Using polarized light as a compass however is no easy task. The animal must be capable of detecting and analyzing polarized light. These species have specialized photoreceptors in their eyes that respond to the orientation and the degree of polarization near the zenith. They can extract information on the intensity and orientation of the degree of polarization. They can then incorporate this visually to orient themselves and recognize different properties of surfaces.

There is clear evidence that animals can even orient themselves when the sun is below the horizon at twilight. How well insects might orient themselves using nocturnal polarization patterns is still a topic of study. So far, it is known that nocturnal crickets have wide-field polarization sensors and should be able to use the night-time polarization patterns to orient themselves. It has also been seen that nocturnally migrating birds become disoriented when the polarization pattern at twilight is unclear.

The best example is the halicitid bee Megalopta genalis, which inhabits the rainforests in Central America and scavenges before sunrise and after sunset. This bee leaves its nest approximately 1 hour before sunrise, forages for up to 30 minutes, and accurately returns to its nest before sunrise. It acts similarly just after sunset.

Thus, this bee is an example of an insect that can perceive polarization patterns throughout astronomical twilight. Not only does this case exemplify the fact that polarization patterns are present during twilight, but it remains as a perfect example that when light conditions are challenging the bee orients itself based on the polarization patterns of the twilight sky.

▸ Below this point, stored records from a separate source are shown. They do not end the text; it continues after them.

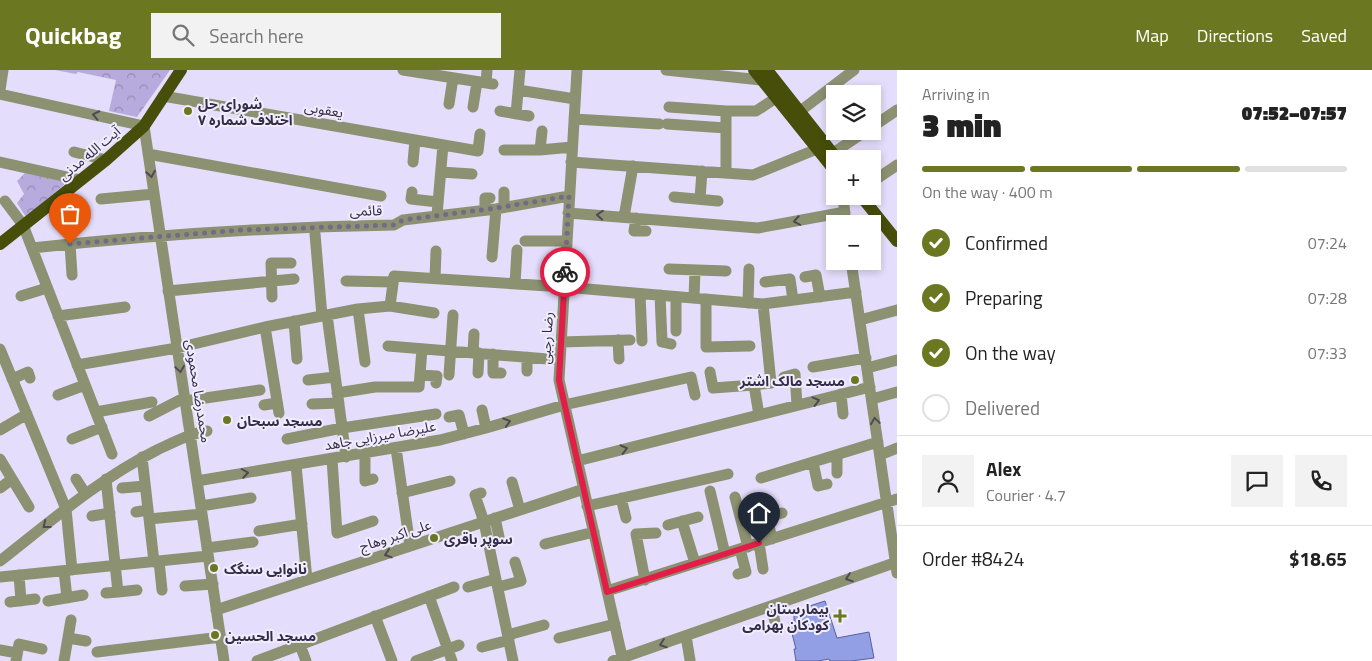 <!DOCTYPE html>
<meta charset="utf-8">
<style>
:root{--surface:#fff;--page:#f2f2f2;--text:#222;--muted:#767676;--line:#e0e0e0;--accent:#6c7722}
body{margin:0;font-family:"Titillium Web","Noto Sans Arabic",sans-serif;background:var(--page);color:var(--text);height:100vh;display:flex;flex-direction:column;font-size:19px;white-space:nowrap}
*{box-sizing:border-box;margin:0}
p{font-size:16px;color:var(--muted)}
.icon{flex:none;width:28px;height:28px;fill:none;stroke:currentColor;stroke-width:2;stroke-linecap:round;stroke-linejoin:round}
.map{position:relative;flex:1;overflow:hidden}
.side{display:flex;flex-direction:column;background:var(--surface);width:475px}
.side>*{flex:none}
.tools{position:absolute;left:826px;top:15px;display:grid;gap:10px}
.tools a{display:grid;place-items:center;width:55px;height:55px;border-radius:0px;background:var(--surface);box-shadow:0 2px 8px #0003;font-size:25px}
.pin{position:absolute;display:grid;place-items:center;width:42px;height:42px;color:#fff;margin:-51px -21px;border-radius:50% 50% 50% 0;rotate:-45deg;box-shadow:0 0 5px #0007}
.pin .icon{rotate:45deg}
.courier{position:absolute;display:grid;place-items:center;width:50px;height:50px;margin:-25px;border:4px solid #e11d48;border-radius:50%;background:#fff;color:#222;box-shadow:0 1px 6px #0007}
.head em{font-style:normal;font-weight:800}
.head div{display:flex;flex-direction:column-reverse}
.head{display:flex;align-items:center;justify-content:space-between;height:85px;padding:0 25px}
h1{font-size:32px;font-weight:800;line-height:38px}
.bar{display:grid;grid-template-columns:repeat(4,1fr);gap:8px 5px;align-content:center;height:60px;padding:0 25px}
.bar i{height:6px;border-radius:4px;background:var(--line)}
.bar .current{background:var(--accent)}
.bar p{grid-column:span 4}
.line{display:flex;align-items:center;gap:12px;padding:0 25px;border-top:1px solid var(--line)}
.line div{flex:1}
.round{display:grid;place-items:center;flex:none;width:52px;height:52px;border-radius:0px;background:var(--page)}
ol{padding:0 25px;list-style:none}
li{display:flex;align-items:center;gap:15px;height:55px}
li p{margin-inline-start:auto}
li .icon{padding:5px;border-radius:50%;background:var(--accent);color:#fff;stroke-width:4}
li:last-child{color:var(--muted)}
li i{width:28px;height:28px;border:2px solid var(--line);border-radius:50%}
header{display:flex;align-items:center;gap:30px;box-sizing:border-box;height:70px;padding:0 25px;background:var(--accent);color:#fff}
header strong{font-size:24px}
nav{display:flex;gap:28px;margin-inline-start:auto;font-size:18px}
.search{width:350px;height:45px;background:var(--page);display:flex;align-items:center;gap:12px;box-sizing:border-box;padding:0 18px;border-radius:0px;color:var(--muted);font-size:19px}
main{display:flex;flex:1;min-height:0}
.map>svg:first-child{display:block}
.park{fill:url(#park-crowns)}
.building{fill:#939fe5;stroke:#5760a0}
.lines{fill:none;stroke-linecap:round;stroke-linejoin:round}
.minor{stroke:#8b9171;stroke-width:11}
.major{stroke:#464e09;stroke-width:12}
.oneway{stroke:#4e4a55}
.done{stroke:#726a87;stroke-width:5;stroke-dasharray:0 9}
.route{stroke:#e11d48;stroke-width:6}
.poi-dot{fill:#6c7722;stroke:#f0edfc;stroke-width:2}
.labels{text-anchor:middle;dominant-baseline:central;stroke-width:4;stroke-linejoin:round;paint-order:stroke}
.poi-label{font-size:14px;font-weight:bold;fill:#342c49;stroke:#f0edfc;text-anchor:start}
.street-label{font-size:14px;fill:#342c49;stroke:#f0edfc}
</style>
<header>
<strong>Quickbag</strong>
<div class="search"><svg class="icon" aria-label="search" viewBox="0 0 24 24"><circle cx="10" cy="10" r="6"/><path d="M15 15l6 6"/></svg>Search here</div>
<nav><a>Map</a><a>Directions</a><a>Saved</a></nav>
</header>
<main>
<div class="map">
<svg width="897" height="591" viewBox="0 0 897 591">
<defs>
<pattern id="park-crowns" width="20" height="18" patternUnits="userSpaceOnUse" patternTransform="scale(1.25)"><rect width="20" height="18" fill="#b7aadd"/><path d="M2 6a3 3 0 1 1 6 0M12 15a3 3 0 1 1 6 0" fill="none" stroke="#968bb5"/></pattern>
</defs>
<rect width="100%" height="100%" fill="#e4ddfb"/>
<path class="park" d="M55 0H170L137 47 109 41 116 10 78 2 76 4Z
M25 103 67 112 26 147 17 133 24 124 17 111Z"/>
<path class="building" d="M825 531 837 568 869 562 874 588 851 591H830L829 589 818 591H796L794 579H796L789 552 794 551V541Z"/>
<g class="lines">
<path class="minor" d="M403 0 493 14
M577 0 559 310 623 591
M666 0 761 10
M486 13 487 0
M0 20 3 0
M518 20 575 29
M0 24 144 56 224 591
M163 26 478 81 480 64
M449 34 453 8
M473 37 477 12
M669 37 726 41H756L776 28
M500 41 529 46
M726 41V103
M799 42 854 0
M516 44 520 0
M574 49 659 54
M667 54 726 58
M872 57 897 40
M504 80H540L572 77
M540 80 542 61
M74 82 106 90
M833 83 866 61
M148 84 381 126
M0 92 81 110
M413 92 415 70
M571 92 753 105 817 79
M441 102 472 104
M872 112 897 95
M412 122 411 129 438 132
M843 126 846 154
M674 127 718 131
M101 129 154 124
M700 129 702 101
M5 131 23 155 112 384
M504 137V122
M485 140V128H490
M568 143 758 158 845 142
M437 145 443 75
M624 147 633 96
M636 148 634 161H646
M315 164 322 246
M525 171H567
M70 174 72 205
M32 178C153 165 273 157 394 155L403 150 496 139 569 126
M492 187 496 139
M851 191 897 503
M669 199 726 201
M805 207 816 205 820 227
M435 209 436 181
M346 211 393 212
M765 212 790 209 793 230
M515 214 517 180
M168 221 294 209
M640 224 642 271
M660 225 662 272 671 274
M21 226 47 218
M272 227 271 193H291
M694 228 695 200
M706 229V277L750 276
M748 233 749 199
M390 236 394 206 564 217 763 234 856 222
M358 239 365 292
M327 245 346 387
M58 246 125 237
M860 250 897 240
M294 251 297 289
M265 257 279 343
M676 261V227
M618 270 619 289
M561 272 630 270
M388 276 560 290
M0 279 66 439 72 500
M473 283 474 264
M493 284V303H501
M527 287V301
M77 295 177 278 265 257 358 239 390 236 434 243
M813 297 866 288
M867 298 897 290
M710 302 713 318 754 315
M478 303 479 283
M420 305 437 306 436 313
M449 305 453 245
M784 307 795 304 797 335
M12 309 28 302 30 308
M308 310 335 307
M337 323 375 317H419L422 279
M841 324 843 344
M58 325 85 315
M872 329 897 322
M185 331 260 320
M312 334 339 333
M264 335 277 333
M482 340 486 358
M96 342 152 332
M759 345 754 315 771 313 763 234
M149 346 184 328
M449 347 459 345 464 364
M0 360 27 344
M72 369 102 357
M287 369 342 358 436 344
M396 378 410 476
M365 384V411L373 409
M837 385V403
M880 385 897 378
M142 387 154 492
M0 389 29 437
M332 389 337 463 373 451
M577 391 870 317
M813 392 818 416 827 414
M296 395 307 510
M761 408 878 372
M76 409 85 423
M197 411 440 370 486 358 564 335 691 307 695 325
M512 412 520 440
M0 418 12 409
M122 418 145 416
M710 421 725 484
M402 423 450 411
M481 423 475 425 484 452 513 591
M735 427 748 477
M621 428 626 448
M201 436 251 428
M587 436 728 404
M136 442 148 440
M92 446 110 443
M495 448 499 467
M149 449 202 444
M682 451 695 493
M668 455 698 447
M259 461 302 454
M772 469 767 447 782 443
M759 473 763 499
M545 474 594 462
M207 478 253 472
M0 491C51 451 99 409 157 380 174 372 189 364 207 361
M159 491 162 520
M64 501 67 528
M738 504 746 502 740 479
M19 505 21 531
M0 507 208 486
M645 510 636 464 656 463
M185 516 213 514
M468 517 496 509
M498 517 521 511 515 492
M607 521 897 429
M118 522 137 520
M106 523 118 522 106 409
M429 526 452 591
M48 531 83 525
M10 532 35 529
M772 536 776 558
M216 540 584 419
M375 546 392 591
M508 565 544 555
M686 566 690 590
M68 568 86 571
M559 568 615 554
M300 575 306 591
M482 577 509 570
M0 580 17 583
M97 582 221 567
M16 591 19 574 42 579
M64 591 71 550
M257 591 454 517
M416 591 459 575
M613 591 897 492"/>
<path class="major" d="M754 0 835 101
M767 0 837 89
M861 126 897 171
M0 174 106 90 144 56 181 0"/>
</g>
<defs><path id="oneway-chevron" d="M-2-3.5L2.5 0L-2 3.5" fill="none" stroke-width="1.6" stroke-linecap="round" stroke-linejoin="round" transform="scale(1.25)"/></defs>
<g class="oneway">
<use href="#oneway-chevron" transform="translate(96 45) rotate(-168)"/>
<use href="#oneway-chevron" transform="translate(151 104) rotate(81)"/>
<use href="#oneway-chevron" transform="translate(600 145) rotate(-175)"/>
<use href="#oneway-chevron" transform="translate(797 151) rotate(170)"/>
<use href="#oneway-chevron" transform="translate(180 299) rotate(82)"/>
<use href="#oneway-chevron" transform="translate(816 331) rotate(-14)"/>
<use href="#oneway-chevron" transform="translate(875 351) rotate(-98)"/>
<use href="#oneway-chevron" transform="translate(507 352) rotate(-17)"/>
<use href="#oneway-chevron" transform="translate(624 379) rotate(-14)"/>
<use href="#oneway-chevron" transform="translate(245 403) rotate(-9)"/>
<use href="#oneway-chevron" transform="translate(46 455) rotate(142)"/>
<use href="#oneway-chevron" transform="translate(388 484) rotate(162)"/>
<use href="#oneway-chevron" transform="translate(849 508) rotate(161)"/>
<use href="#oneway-chevron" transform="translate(663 574) rotate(161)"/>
</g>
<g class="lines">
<path class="done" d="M70 174 240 160 394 155 403 150 496 138 569 126 565 202"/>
<path class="route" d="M565 202 559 310 607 522 759 473"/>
</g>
<g class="poi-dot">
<circle cx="188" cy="41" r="5"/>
<circle cx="855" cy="310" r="5"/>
<circle cx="227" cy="350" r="5"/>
<circle cx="434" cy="468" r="5"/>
<circle cx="214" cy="498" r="5"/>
<path d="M837.5 538.5h5v5h5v5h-5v5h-5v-5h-5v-5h5z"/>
<circle cx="215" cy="565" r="5"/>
</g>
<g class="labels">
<g class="poi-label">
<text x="198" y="33">شورای حل<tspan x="198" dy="16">اختلاف شماره ۷</tspan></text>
<text x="845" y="310" text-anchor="end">مسجد مالک اشتر</text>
<text x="237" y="350">مسجد سبحان</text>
<text x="444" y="468">سوپر باقری</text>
<text x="224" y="498">نانوایی سنگک</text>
<text x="829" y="538" text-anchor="end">بیمارستان<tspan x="829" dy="16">کودکان بهرامی</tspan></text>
<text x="225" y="565">مسجد الحسین</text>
</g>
<g class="street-label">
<text transform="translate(324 39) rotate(10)">یعقوبی</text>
<text transform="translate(89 83) rotate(-40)">آیت الله مدنی</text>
<text transform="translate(366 140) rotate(-1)">قائمی</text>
<text transform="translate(546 268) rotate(-87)">رضا رجبی</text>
<text transform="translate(199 321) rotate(81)">محمدرضا محمودی</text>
<text transform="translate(380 365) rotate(-10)">علیرضا میرزایی جاهد</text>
<text transform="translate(395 465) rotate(-18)">علی اکبر وهاج</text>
</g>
</g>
</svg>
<div class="tools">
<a><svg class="icon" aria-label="layers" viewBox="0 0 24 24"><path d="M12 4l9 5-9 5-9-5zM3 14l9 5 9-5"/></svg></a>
<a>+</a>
<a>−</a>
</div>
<div class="pin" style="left:70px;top:174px;background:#ea580c"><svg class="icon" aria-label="bag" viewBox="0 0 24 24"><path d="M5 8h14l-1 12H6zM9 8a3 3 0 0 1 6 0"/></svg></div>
<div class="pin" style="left:759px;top:473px;background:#1f2937"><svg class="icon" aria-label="home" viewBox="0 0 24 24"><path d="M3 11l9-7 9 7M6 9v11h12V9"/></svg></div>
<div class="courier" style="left:565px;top:202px"><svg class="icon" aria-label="bike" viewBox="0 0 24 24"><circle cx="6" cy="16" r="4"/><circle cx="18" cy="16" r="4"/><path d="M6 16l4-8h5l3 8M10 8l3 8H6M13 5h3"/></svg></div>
</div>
<section class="side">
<div class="head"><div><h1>3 min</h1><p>Arriving in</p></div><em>07:52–07:57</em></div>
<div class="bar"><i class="current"></i><i class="current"></i><i class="current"></i><i></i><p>On the way · 400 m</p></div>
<ol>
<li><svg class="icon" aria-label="check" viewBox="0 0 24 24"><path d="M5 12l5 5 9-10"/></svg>Confirmed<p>07:24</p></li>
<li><svg class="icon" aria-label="check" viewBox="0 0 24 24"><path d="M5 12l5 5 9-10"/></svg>Preparing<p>07:28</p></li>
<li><svg class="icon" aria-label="check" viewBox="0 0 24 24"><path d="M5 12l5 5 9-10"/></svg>On the way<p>07:33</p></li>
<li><i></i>Delivered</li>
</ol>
<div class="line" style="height:90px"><a class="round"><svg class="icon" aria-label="person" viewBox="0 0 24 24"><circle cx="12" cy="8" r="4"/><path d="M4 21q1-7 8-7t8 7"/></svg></a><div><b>Alex</b><p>Courier · 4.7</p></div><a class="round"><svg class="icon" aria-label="chat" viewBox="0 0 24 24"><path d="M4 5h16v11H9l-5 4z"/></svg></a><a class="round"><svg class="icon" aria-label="phone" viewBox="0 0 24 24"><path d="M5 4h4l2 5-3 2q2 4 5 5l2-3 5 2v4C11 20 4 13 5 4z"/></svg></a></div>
<div class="line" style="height:65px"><div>Order #8424</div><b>$18.65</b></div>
</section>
</main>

It has been suggested that Vikings were able to navigate on the open sea in a similar fashion, using the birefringent crystal Iceland spar, which they called "sunstone", to determine the orientation of the sky's polarization. This would allow the navigator to locate the sun, even when it was obscured by cloud cover. An actual example of such a "sunstone" was found on a sunken (Tudor) ship dated 1592, in proximity to the ship's navigational equipment.

Non-polarized objects

Both artificial and natural objects in the sky can be very difficult to detect using only the intensity of light. These objects include clouds, satellites, and aircraft. However, the polarization of these objects due to resonant scattering, emission, reflection, or other phenomena can differ from that of the background illumination. Thus they can be more easily detected by using polarization imaging. There is a wide range of remote sensing applications in which polarization is useful for detecting objects that are otherwise difficult to see.